Два уже не юных человека сидели на открытой террасе дома пастора Коскинена и наслаждались закатом. Марья пришла пешком, поскольку предполагала, что уезжать домой будет на такси, не вполне трезвой – она явилась для долгого задушевного разговора, с Тойво не хотелось разыгрывать недотрогу, да и сам пастор получил прекрасный повод расслабиться. Хозяин дома расположился напротив гостьи, с удовольствием потягивал пиво из большой стеклянной кружки.
- Ты пей, пей, - подбодрил он, щурясь на блик, игравший на верхней грани стекла, - жена на Юханнес доброе пиво сварила, она у меня хозяйка что надо, и я святого из себя строить не собираюсь. Если в меру потреблять, то пиво в радость и на пользу. Покупное не очень люблю, а вот домашнее…
- Хорошего помаленьку, и так вчера с Пеккой пили, - сказала Марья, усмехнувшись. – Пекка водку, я мартини. Ты же понимаешь, что водка для мужчин, женщинам крепкий алкоголь пить не пристало. Но вот знаешь, моя преподавательница в консерватории требовала, чтобы мы позволяли себе субботний бокал хорошего красного сухого вина. Непременно хорошего и только в субботу, один раз в неделю. Водку – никогда, это не женский напиток, только басы и баритоны могут себе подобное разрешить, тенор и сопрано водка губит. Перед выступлением мне вовсе можно только воду – высокий голос моментально на всё реагирует.
- Всё? – Тойво улыбнулся.
- Всё, - почти покаянно и абсолютно искренне призналась Марья, - вообще всё, не заставляй меня краснеть. К исповеди я приду послезавтра, честно, и так затянула.
- Есть немного! – улыбнулся Тойво. – Я всё ждал, когда ты придёшь, строптивица. Год как не была. Нехорошо. Небось, в душе сажи накопилось словно в печи у нерадивой хозяйки.
- Ну тебя! – Марья рассмеялась и наконец-то пригубила пиво. Хорошее. Лёгкое, приятное, летом пахнет, о юности напоминает. Юханнес… Сладкая сказка. С Пеккой бегали вместе цветок папоротника искать, но поцеловать её он так и не решился, а Марья ждала, даже провоцировала. Вот Тойво был совсем другим, хотя и Марья тогда уже изменилась: не провинциальная девчонка в шестнадцать лет, как бедняжка Тула, а столичная жительница, перспективная певица, будущая гордость Финляндии. Правда, в ту пору ей не в чем было каяться: разве что пара выкуренных в шальной загульной компании сигарет, да и не в затяжку – так, подержать дым во рту, признаться себе, что «этой гадостью» заниматься нечего, приобретать дурную привычку не стоит. Материнские наставления и строгое лютеранское воспитание крепко держались в ней. Роман с Каррерасом? Смешно было читать газеты. Чего скрывать, творческое увлечение возникло, но оба голову не потеряли, просто наслаждались притяжением, придававшим особую выразительность дуэтам. Петь любовные признания, когда требуется, чтобы зритель поверил, и при этом не испытывать ничего? Так нельзя!

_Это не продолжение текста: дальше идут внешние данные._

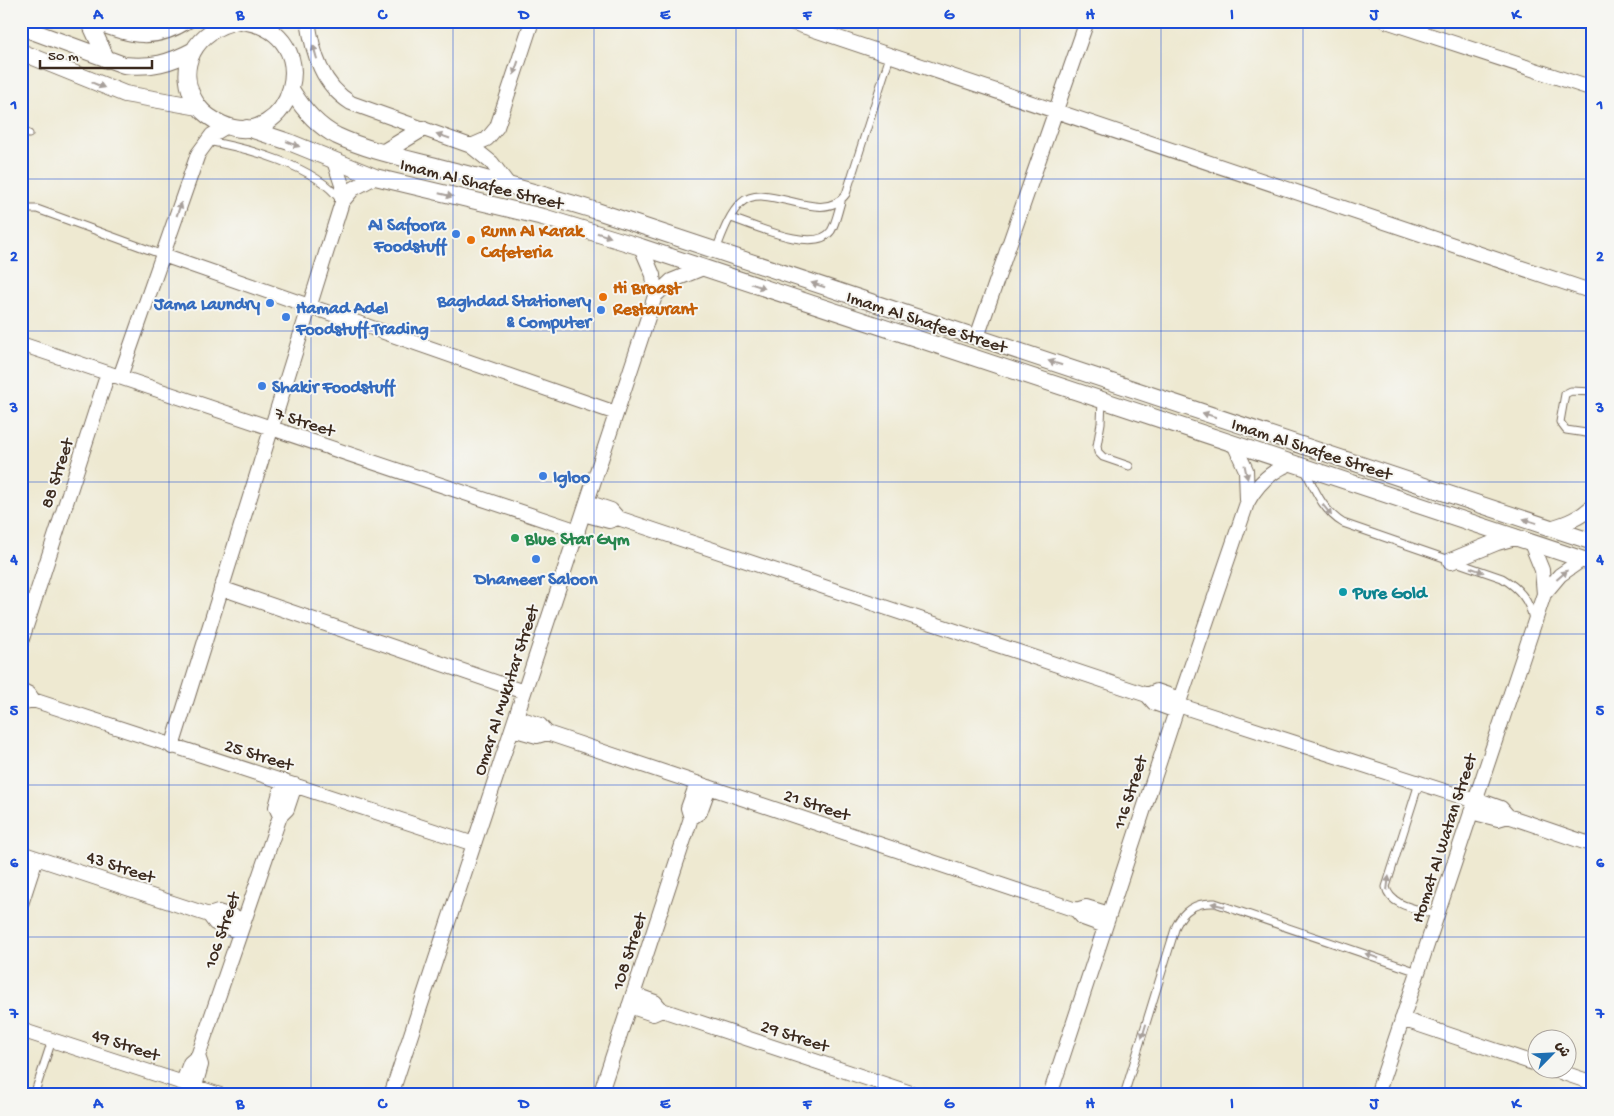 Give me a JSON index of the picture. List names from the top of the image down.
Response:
{
  "streets": {
    "street": [
      "Imam Al Shafee Street",
      "7 Street",
      "88 Street",
      "Omar Al Mukhtar Street",
      "25 Street",
      "116 Street",
      "21 Street",
      "Homat Al Watan Street",
      "43 Street",
      "106 Street",
      "108 Street",
      "29 Street",
      "49 Street"
    ]
  },
  "crossings": [
    ["Imam Al Shafee Street", "Omar Al Mukhtar Street"],
    ["Imam Al Shafee Street", "116 Street"],
    ["Imam Al Shafee Street", "Homat Al Watan Street"],
    ["7 Street", "88 Street"],
    ["7 Street", "Omar Al Mukhtar Street"],
    ["Omar Al Mukhtar Street", "25 Street"],
    ["Omar Al Mukhtar Street", "21 Street"],
    ["25 Street", "106 Street"],
    ["116 Street", "21 Street"],
    ["21 Street", "108 Street"],
    ["43 Street", "106 Street"],
    ["106 Street", "49 Street"],
    ["108 Street", "29 Street"]
  ],
  "places": [
    "Al Safoora Foodstuff",
    "Runn Al Karak Cafeteria",
    "Hi Broast Restaurant",
    "Jama Laundry",
    "Baghdad Stationery & Computer",
    "Hamad Adel Foodstuff Trading",
    "Shakir Foodstuff",
    "Igloo",
    "Blue Star Gym",
    "Dhameer Saloon",
    "Pure Gold"
  ],
  "scale_bar": "50 m",
  "north": "top right",
  "grid": {
    "columns": [
      "A",
      "B",
      "C",
      "D",
      "E",
      "F",
      "G",
      "H",
      "I",
      "J",
      "K"
    ],
    "rows": [
      "1",
      "2",
      "3",
      "4",
      "5",
      "6",
      "7"
    ]
  }
}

Марья помолчала и тихо сказала:
- Сажи здесь не накопилось. Честно. Никому не завидую, никого не ненавижу, живу на редкость мирно и праведно, бизнес веду честно, вот только к тебе не хожу – это грех, называется лень, готова честно искупить. Затем и пришла. Исповедуюсь, причащусь и дам концерт. Просто так.
Тойво чуть не подскочил в кресле.
- Ты серьёзно? Но… у прихода нет денег, чтобы тебе заплатить. Марья, я же знаю, кто ты, знаю, что может позволить наш приход. Когда ты была у нас последний раз? Ты помнишь, что у нас старый орган?
- У нас в церкви хороший орган, - Марья постаралась улыбнуться как можно мягче. – Ты же знаешь, что в прошлом веке существовала определённая мода. Может быть, общине петь не очень удобно, но у меня высокое сопрано, я наслаждаюсь звучанием. Я хочу это сделать в память о несчастной девочке, погибшей месяц назад. Пусть сбор пойдёт для её родителей, они отказались от денег, которые им предлагала я, но если соберёт община с конкретной целью…
- С какой? – священник слишком стремительно подался вперёд, пальцы буквально впились в плетёные подлокотники. Хорошие были пальцы у отца Тойво: ровные, крепкие, явно привычные к физическому труду и всё же достаточно ухоженные для мужчины, с коротко подстриженными аккуратными ногтями. Если бы тогда, после школы, Тойво сказал Марье: «Пойдёшь за меня?», она бы ответила сразу и быстро, как выдохнула, ничего бы не было из прошлой жизни – ни Хельсинки, ни Милана, ничего, никогда, но она бы не пожалела о своём выборе. Теперь думать об этом не стоило вовсе, всё сложилось как угодно Господу: Тойво любил Бога, Марья тоже, но иначе. Марья знала, что если Тула что-то доверила пастору во время исповеди, этого никто не узнает. Может быть, полицейским он на что-то и намекнул, а ей надеяться не на что: не скажет, несмотря на давнюю дружбу и доверительные отношения. И всё же она готова была рискнуть, попробовать что-то выяснить.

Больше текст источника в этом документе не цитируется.